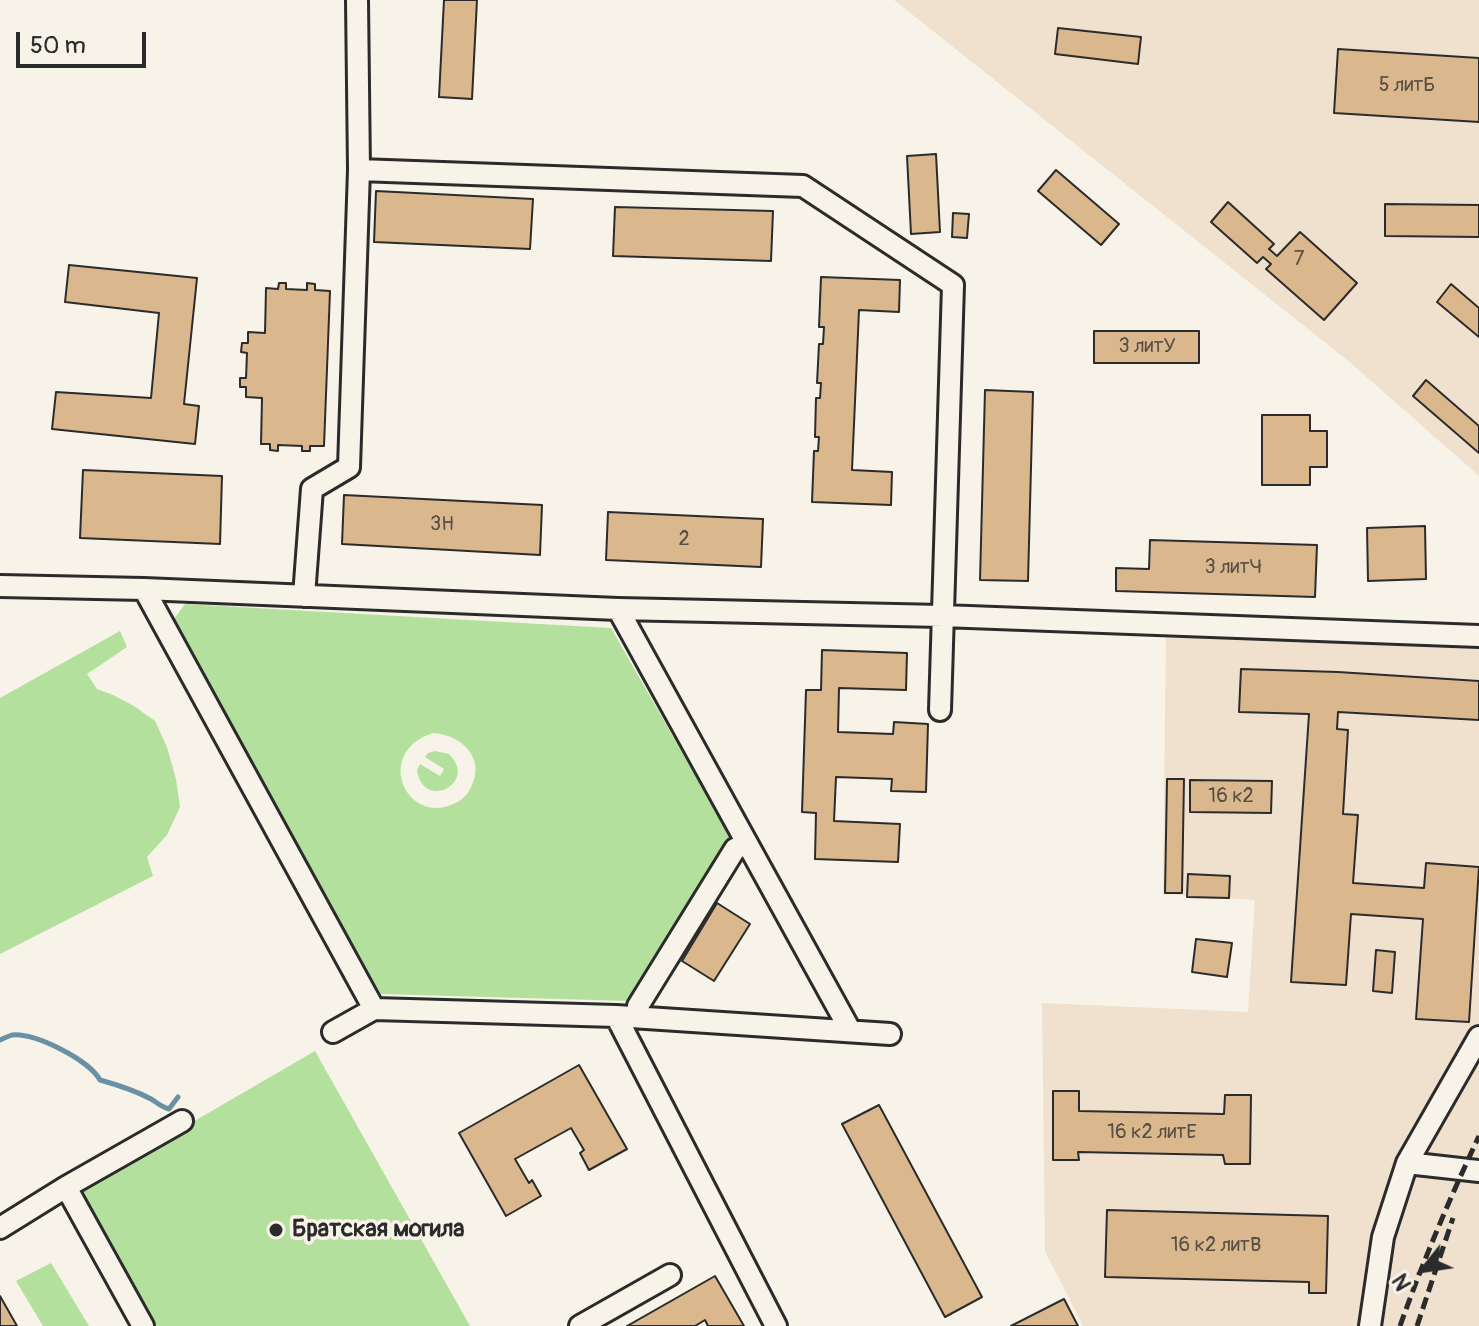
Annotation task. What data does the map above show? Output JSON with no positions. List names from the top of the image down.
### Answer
{
  "places": ["Братская могила"],
  "house_numbers": [
    "5 литБ",
    "7",
    "3 литУ",
    "3Н",
    "2",
    "3 литЧ",
    "16 к2",
    "16 к2 литЕ",
    "16 к2 литВ"
  ],
  "scale_bar": "50 m",
  "north": "bottom left"
}
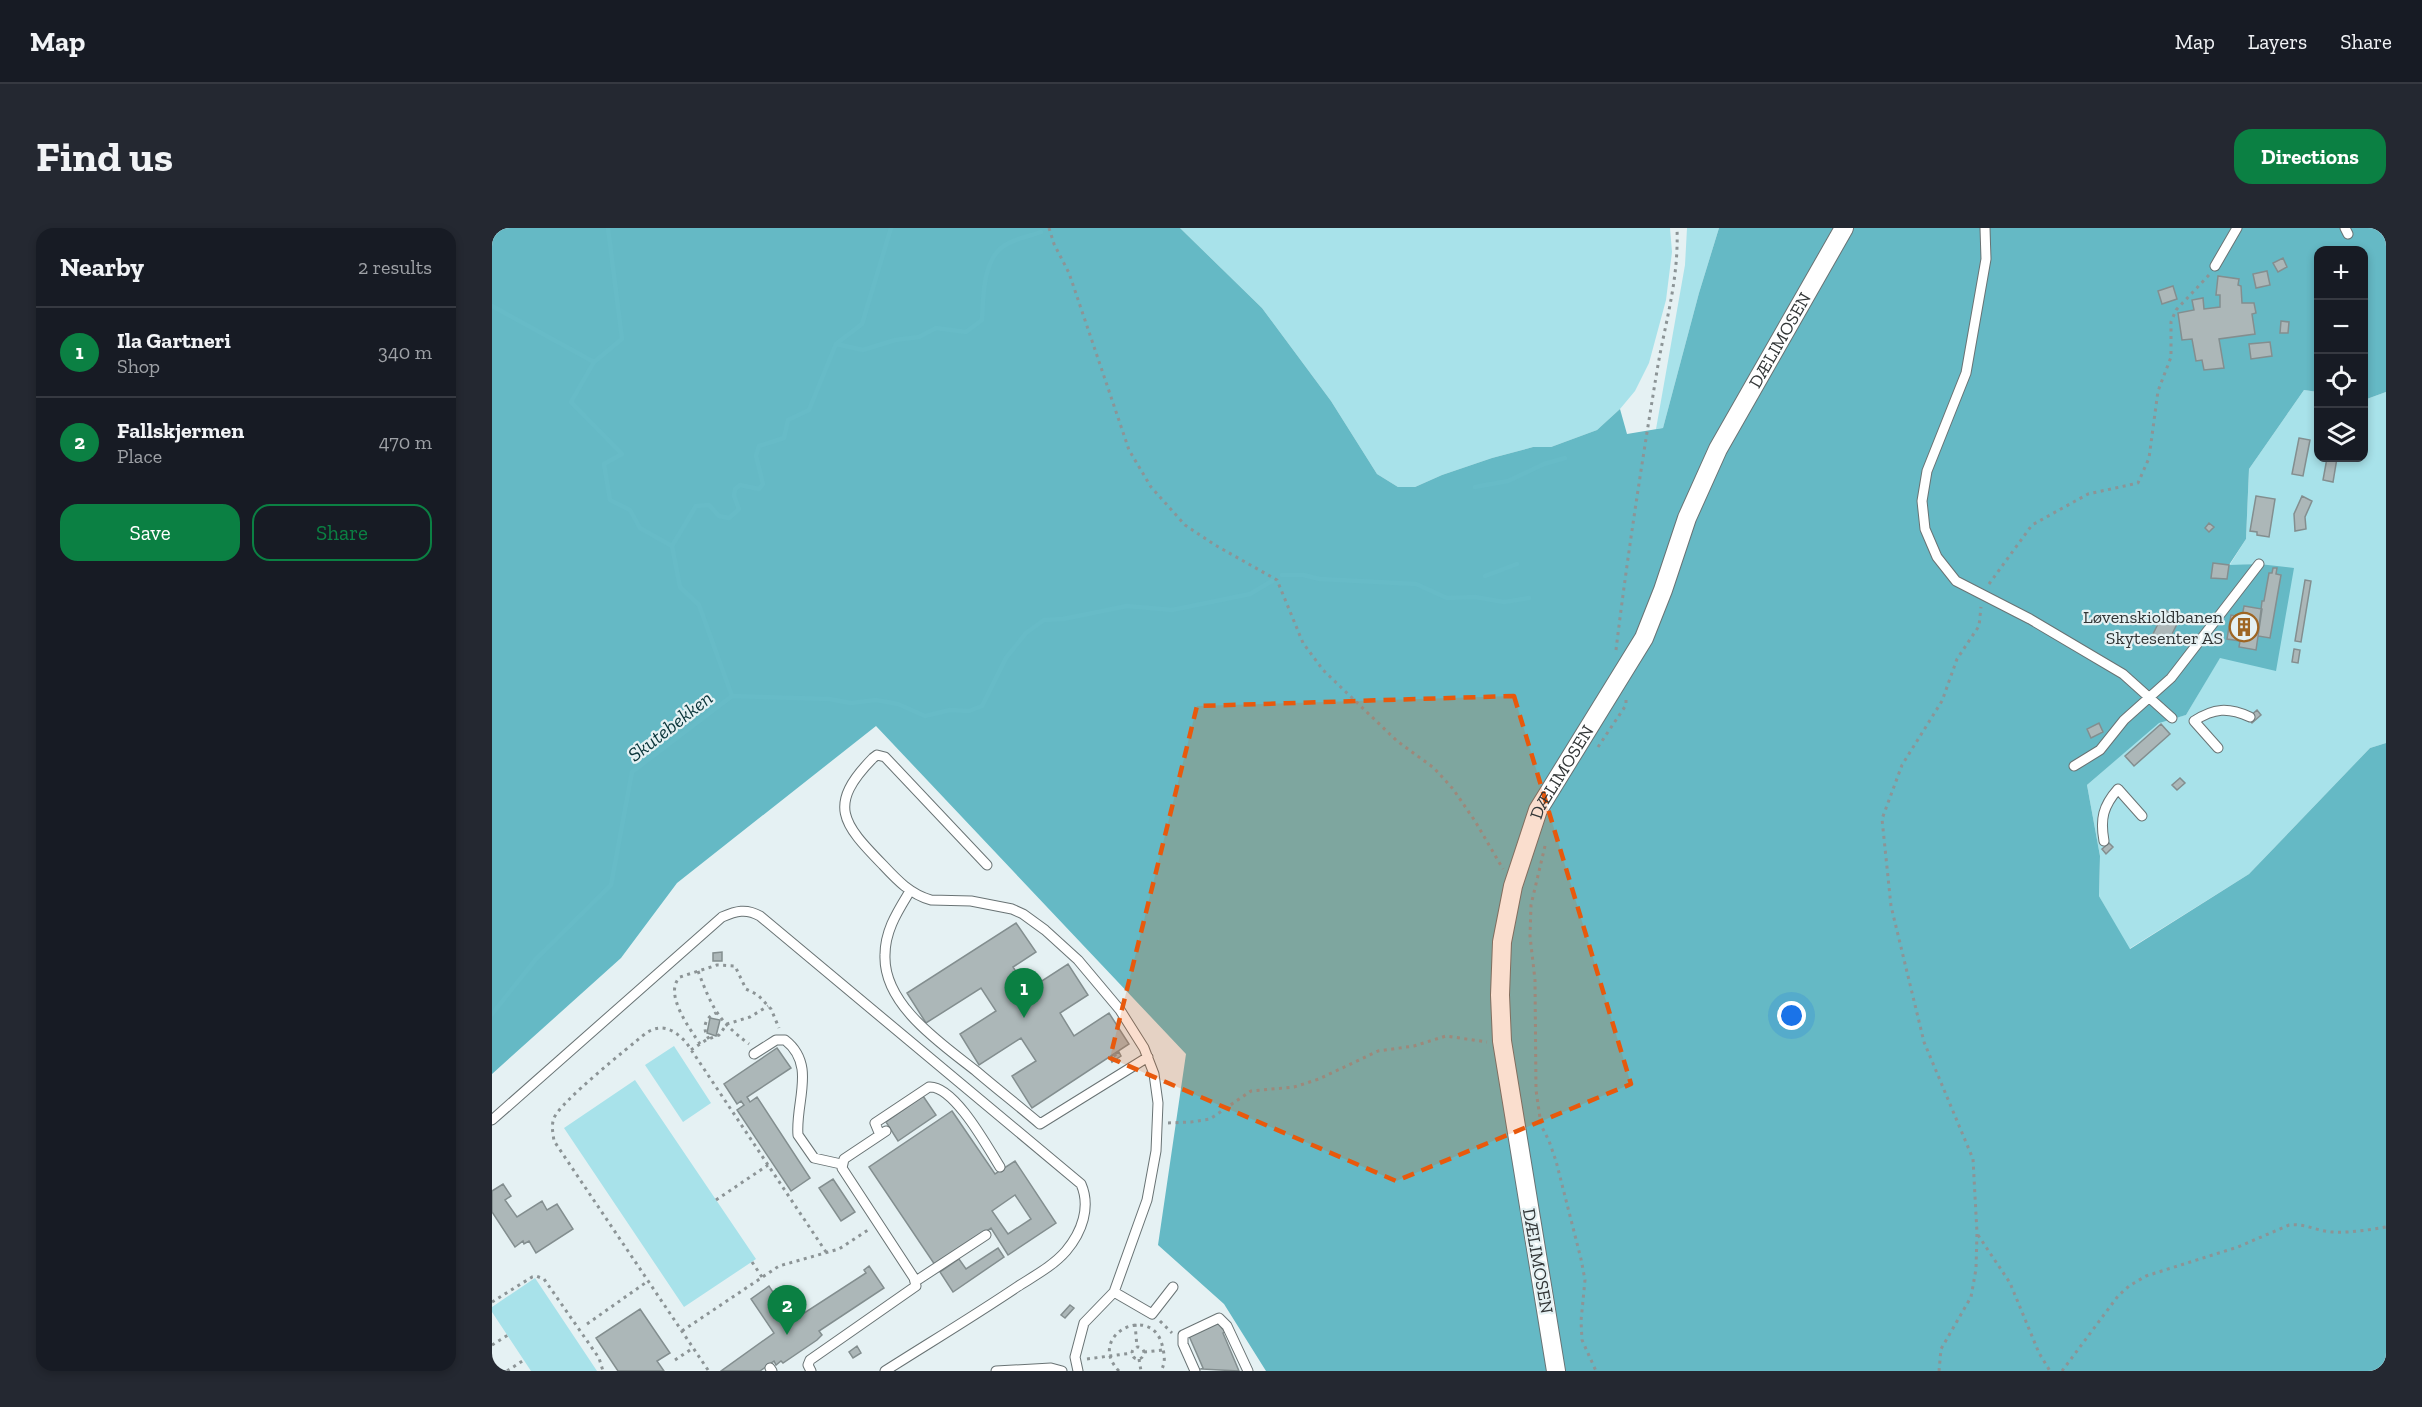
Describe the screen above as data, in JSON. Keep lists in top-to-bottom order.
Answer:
{
  "streets": {
    "street": ["DÆLIMOSEN"]
  },
  "water": ["Skutebekken"],
  "places": {
    "building": ["Løvenskioldbanen Skytesenter AS"]
  },
  "page": {
    "header": "Map",
    "nav": ["Map", "Layers", "Share"],
    "buttons": [
      "Directions",
      ["Save", "Share"]
    ],
    "title": "Find us",
    "heading": ["Nearby", "2 results"],
    "map_buttons": ["+", "−"],
    "list": [
      {
        "mark": "1",
        "name": "Ila Gartneri",
        "note": "Shop",
        "value": "340 m"
      },
      {
        "mark": "2",
        "name": "Fallskjermen",
        "note": "Place",
        "value": "470 m"
      }
    ],
    "pins": ["1", "2"]
  }
}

####

EXERCISE BRIEF
The pictures are not wanted, but every line of the listing should be duplicated exactly.

ANSWER TO THIS TASK
Annotation task. What data does the map above show? Output JSON with no positions. List names from the top of the image down.
### Answer
{
  "places": ["Братская могила"],
  "house_numbers": [
    "5 литБ",
    "7",
    "3 литУ",
    "3Н",
    "2",
    "3 литЧ",
    "16 к2",
    "16 к2 литЕ",
    "16 к2 литВ"
  ],
  "scale_bar": "50 m",
  "north": "bottom left"
}
Describe the screen above as data, in JSON. Keep lists in top-to-bottom order.
Answer:
{
  "streets": {
    "street": ["DÆLIMOSEN"]
  },
  "water": ["Skutebekken"],
  "places": {
    "building": ["Løvenskioldbanen Skytesenter AS"]
  },
  "page": {
    "header": "Map",
    "nav": ["Map", "Layers", "Share"],
    "buttons": [
      "Directions",
      ["Save", "Share"]
    ],
    "title": "Find us",
    "heading": ["Nearby", "2 results"],
    "map_buttons": ["+", "−"],
    "list": [
      {
        "mark": "1",
        "name": "Ila Gartneri",
        "note": "Shop",
        "value": "340 m"
      },
      {
        "mark": "2",
        "name": "Fallskjermen",
        "note": "Place",
        "value": "470 m"
      }
    ],
    "pins": ["1", "2"]
  }
}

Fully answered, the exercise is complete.